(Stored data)

------------------------------------------------

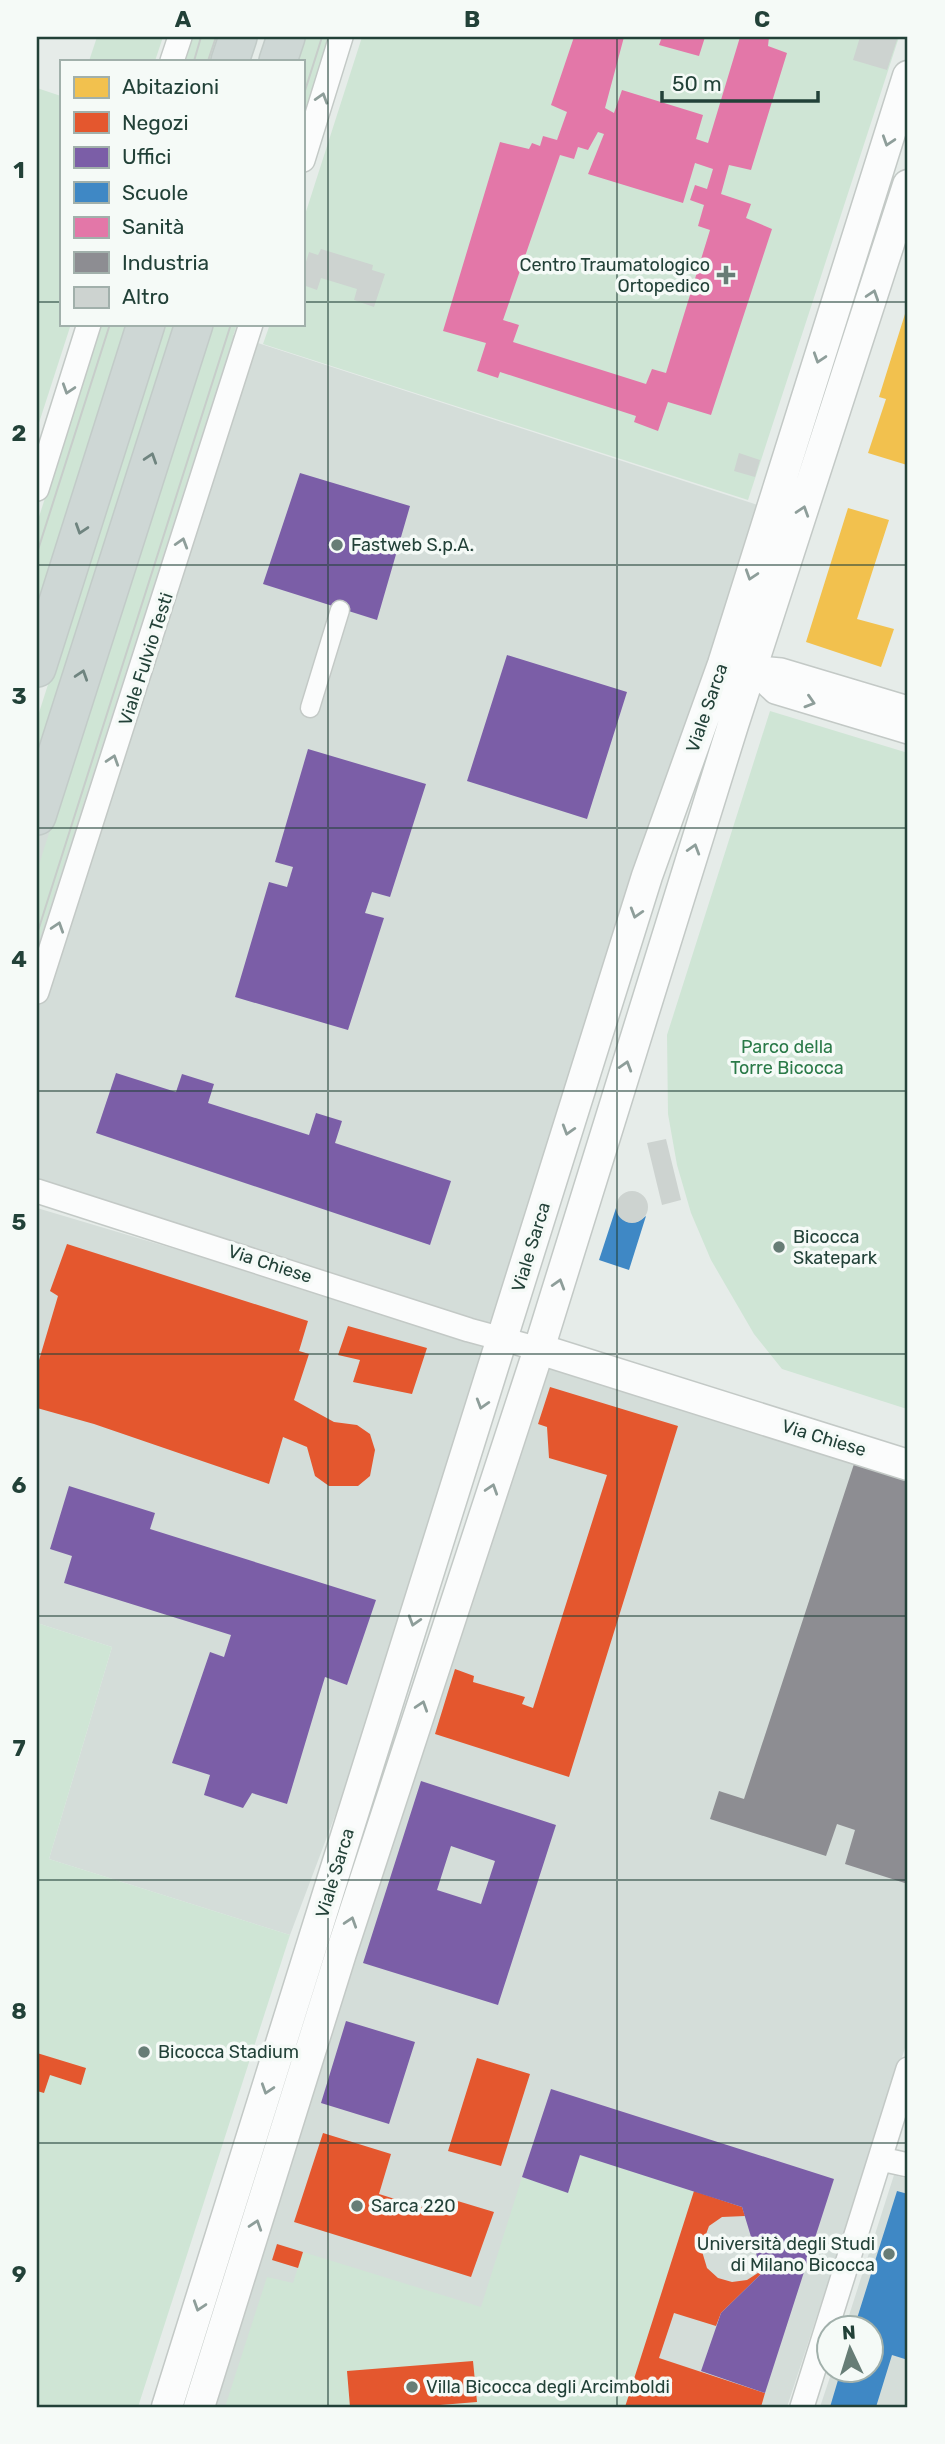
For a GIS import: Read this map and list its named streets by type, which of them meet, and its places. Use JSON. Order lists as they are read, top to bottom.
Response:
{
  "streets": {
    "street": ["Viale Fulvio Testi", "Viale Sarca", "Via Chiese"]
  },
  "crossings": [
    ["Viale Sarca", "Via Chiese"]
  ],
  "parks": ["Parco della Torre Bicocca"],
  "places": {
    "health": ["Centro Traumatologico Ortopedico"],
    "other": [
      "Fastweb S.p.A.",
      "Bicocca Skatepark",
      "Bicocca Stadium",
      "Sarca 220",
      "Università degli Studi di Milano Bicocca",
      "Villa Bicocca degli Arcimboldi"
    ]
  },
  "legend": [
    "Abitazioni",
    "Negozi",
    "Uffici",
    "Scuole",
    "Sanità",
    "Industria",
    "Altro"
  ],
  "scale_bar": "50 m",
  "north": "top",
  "grid": {
    "columns": ["A", "B", "C"],
    "rows": [
      "1",
      "2",
      "3",
      "4",
      "5",
      "6",
      "7",
      "8",
      "9"
    ]
  }
}
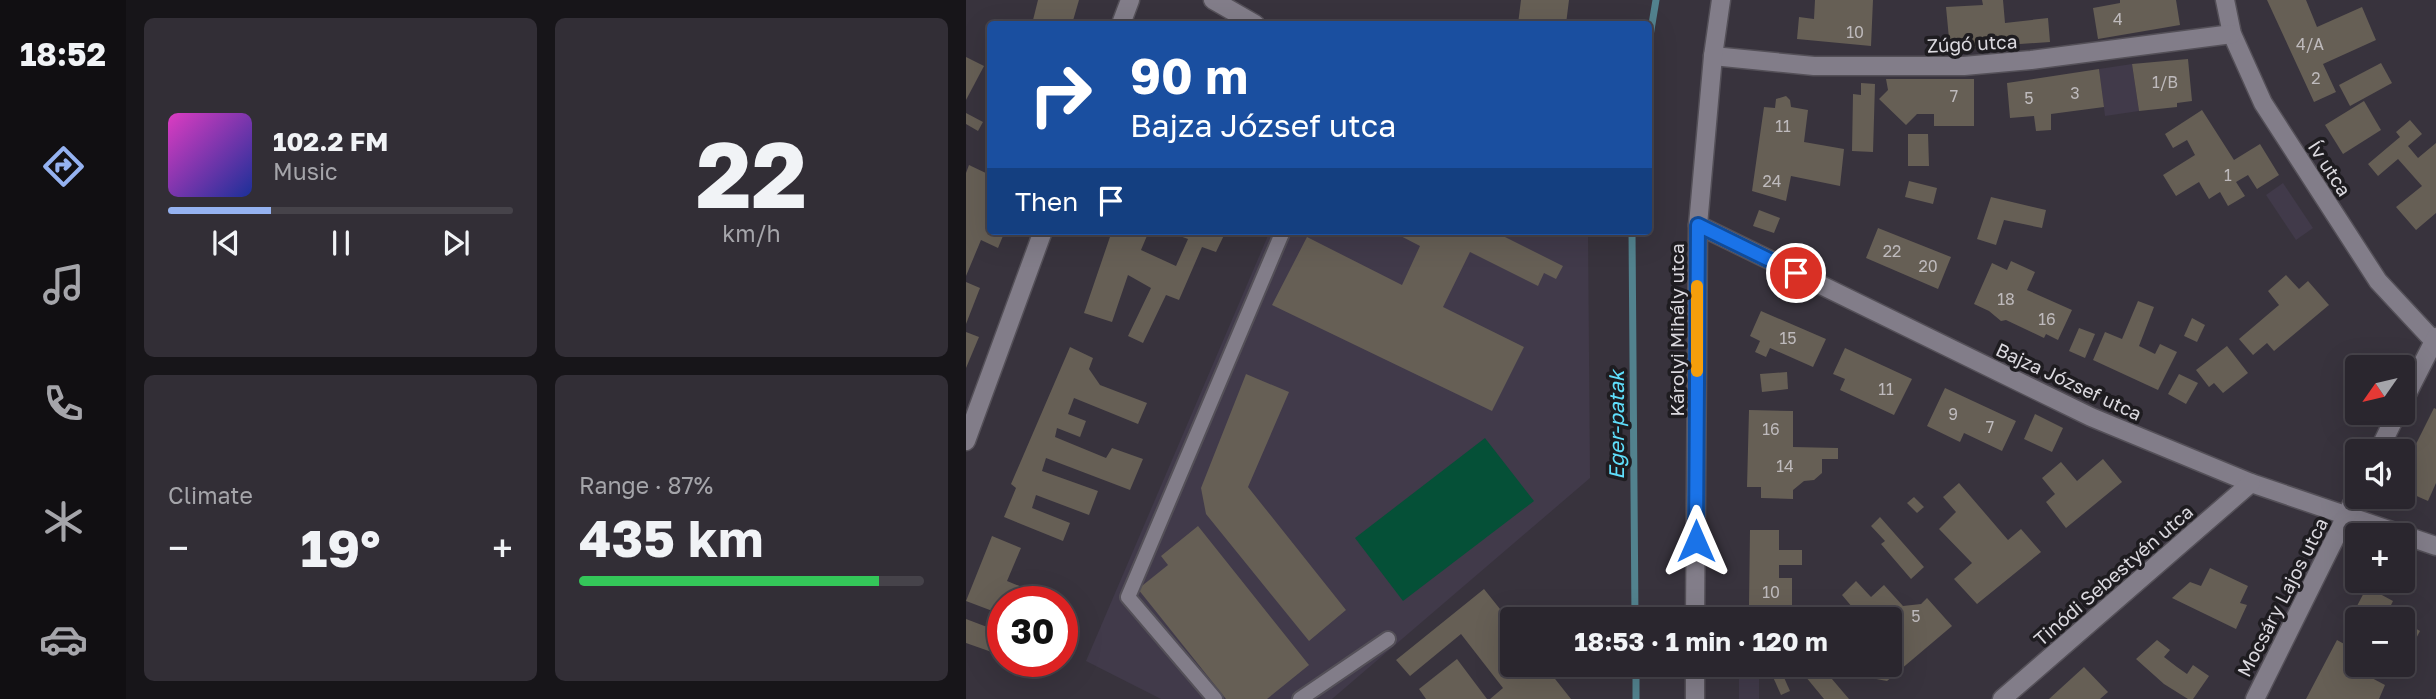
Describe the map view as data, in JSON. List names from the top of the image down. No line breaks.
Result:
{"streets":{"street":["Zúgó utca","Ív utca","Károlyi Mihály utca","Bajza József utca","Tinódi Sebestyén utca","Mocsáry Lajos utca"]},"crossings":[["Zúgó utca","Ív utca"],["Zúgó utca","Károlyi Mihály utca"],["Károlyi Mihály utca","Bajza József utca"],["Bajza József utca","Tinódi Sebestyén utca"],["Bajza József utca","Mocsáry Lajos utca"]],"water":["Eger-patak"],"house_numbers":["4","10","4/A","2","1/B","3","7","5","11","1","24","22","20","18","16","15","11","9","7","16","14","10","5"],"north":"bottom left","page":{"tabs":"18:52","tile":[["22","km/h"],"Climate",["Range · 87%","435 km"]],"turn":["90 m","Bajza József utca"],"song":["102.2 FM","Music"],"then":"Then","map_buttons":["+","−"],"heat":["−","19°","+"],"limit":"30","trip":"18:53 · 1 min · 120 m"}}
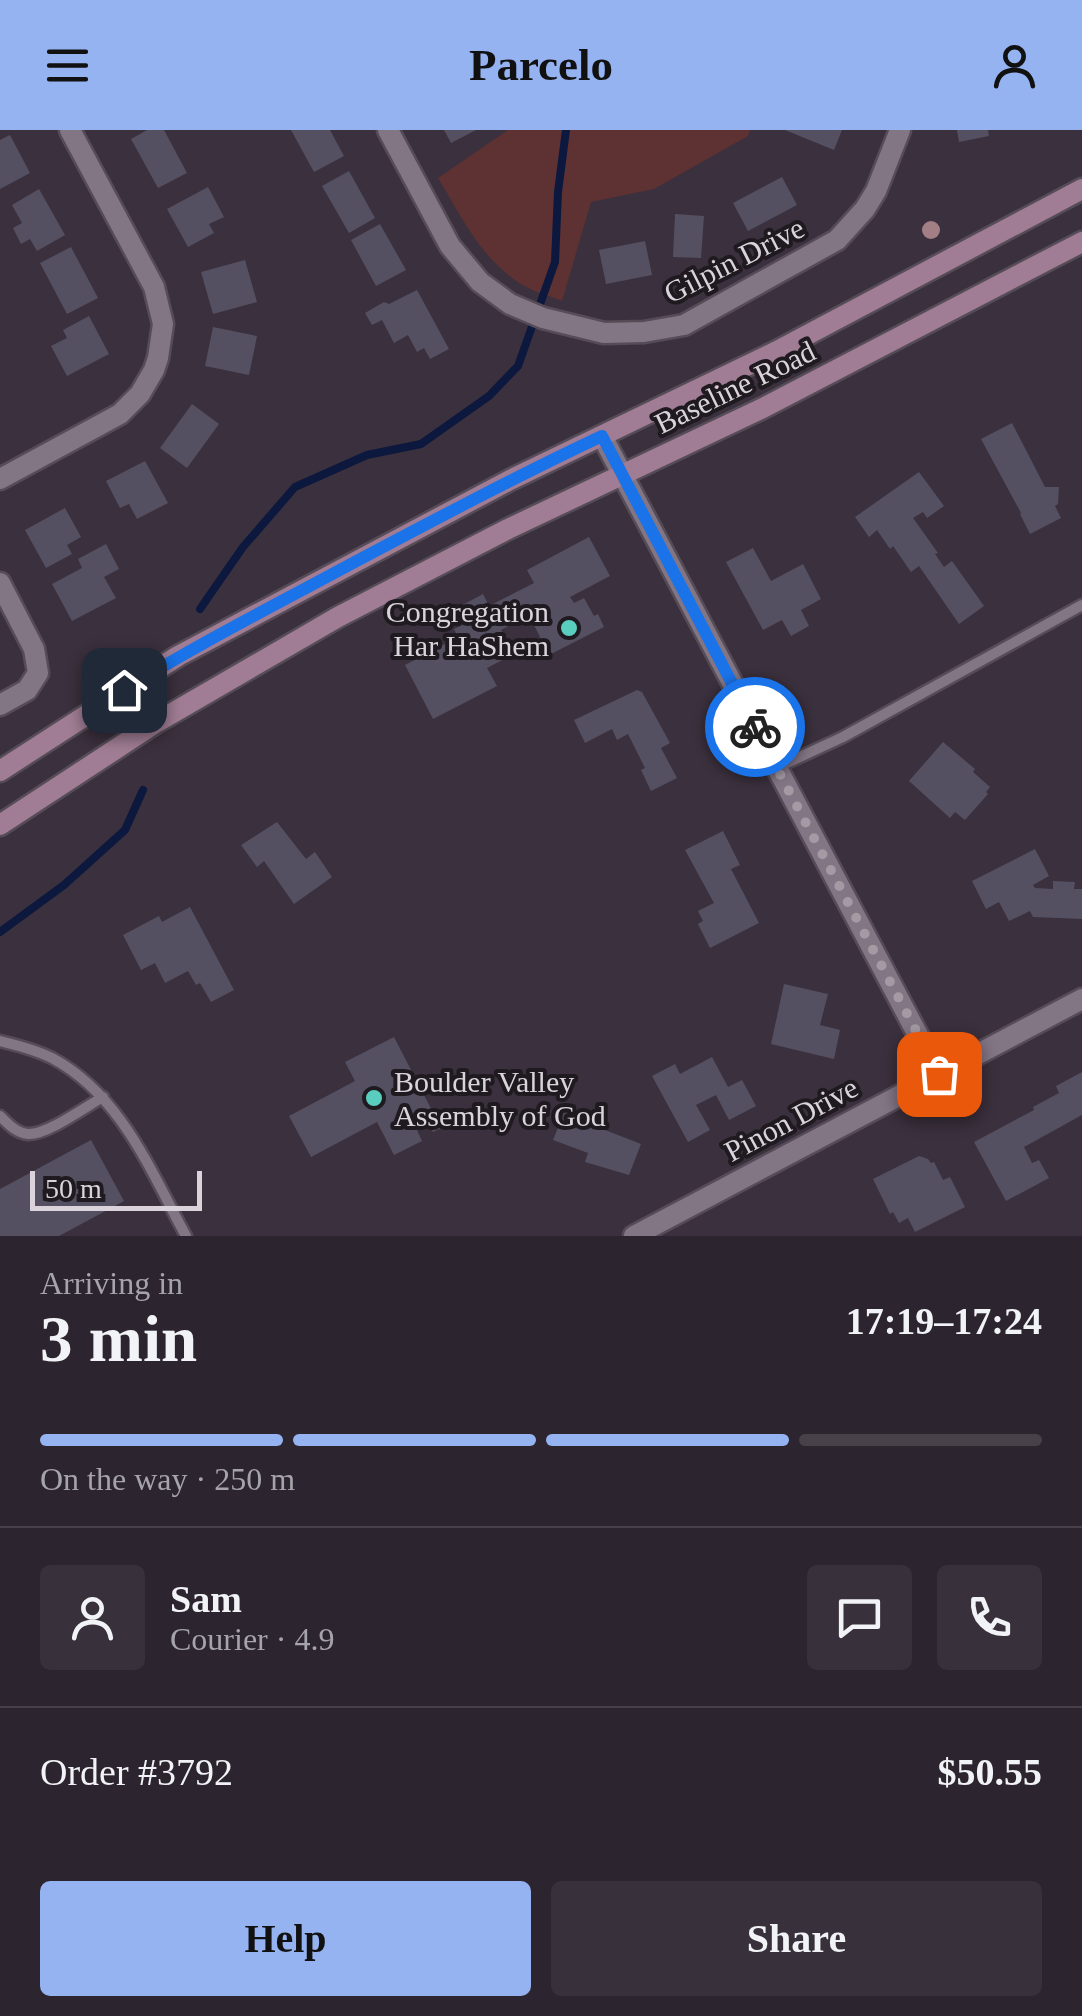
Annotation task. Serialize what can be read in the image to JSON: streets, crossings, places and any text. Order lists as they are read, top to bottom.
{
  "streets": {
    "main road": ["Baseline Road"],
    "street": ["Gilpin Drive", "Pinon Drive"]
  },
  "places": ["Congregation Har HaShem", "Boulder Valley Assembly of God"],
  "scale_bar": "50 m",
  "page": {
    "header": "Parcelo",
    "scale": "50 m",
    "heading": ["3 min", "Arriving in", "17:19–17:24"],
    "panel": [
      "Sam",
      "Courier · 4.9",
      "Order #3792",
      "$50.55"
    ],
    "bar": "On the way · 250 m",
    "buttons": ["Help", "Share"]
  }
}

------------------------------------------------

What is expected: Skip the pictures and quote each line of the entries above, from the first through the line with "Describe the map", exactly as it appears.

Result below:
For a GIS import: Read this map and list its named streets by type, which of them meet, and its places. Use JSON. Order lists as they are read, top to bottom.
Response:
{
  "streets": {
    "street": ["Viale Fulvio Testi", "Viale Sarca", "Via Chiese"]
  },
  "crossings": [
    ["Viale Sarca", "Via Chiese"]
  ],
  "parks": ["Parco della Torre Bicocca"],
  "places": {
    "health": ["Centro Traumatologico Ortopedico"],
    "other": [
      "Fastweb S.p.A.",
      "Bicocca Skatepark",
      "Bicocca Stadium",
      "Sarca 220",
      "Università degli Studi di Milano Bicocca",
      "Villa Bicocca degli Arcimboldi"
    ]
  },
  "legend": [
    "Abitazioni",
    "Negozi",
    "Uffici",
    "Scuole",
    "Sanità",
    "Industria",
    "Altro"
  ],
  "scale_bar": "50 m",
  "north": "top",
  "grid": {
    "columns": ["A", "B", "C"],
    "rows": [
      "1",
      "2",
      "3",
      "4",
      "5",
      "6",
      "7",
      "8",
      "9"
    ]
  }
}
Describe the map view as data, in JSON. List names from the top of the image down. No line breaks.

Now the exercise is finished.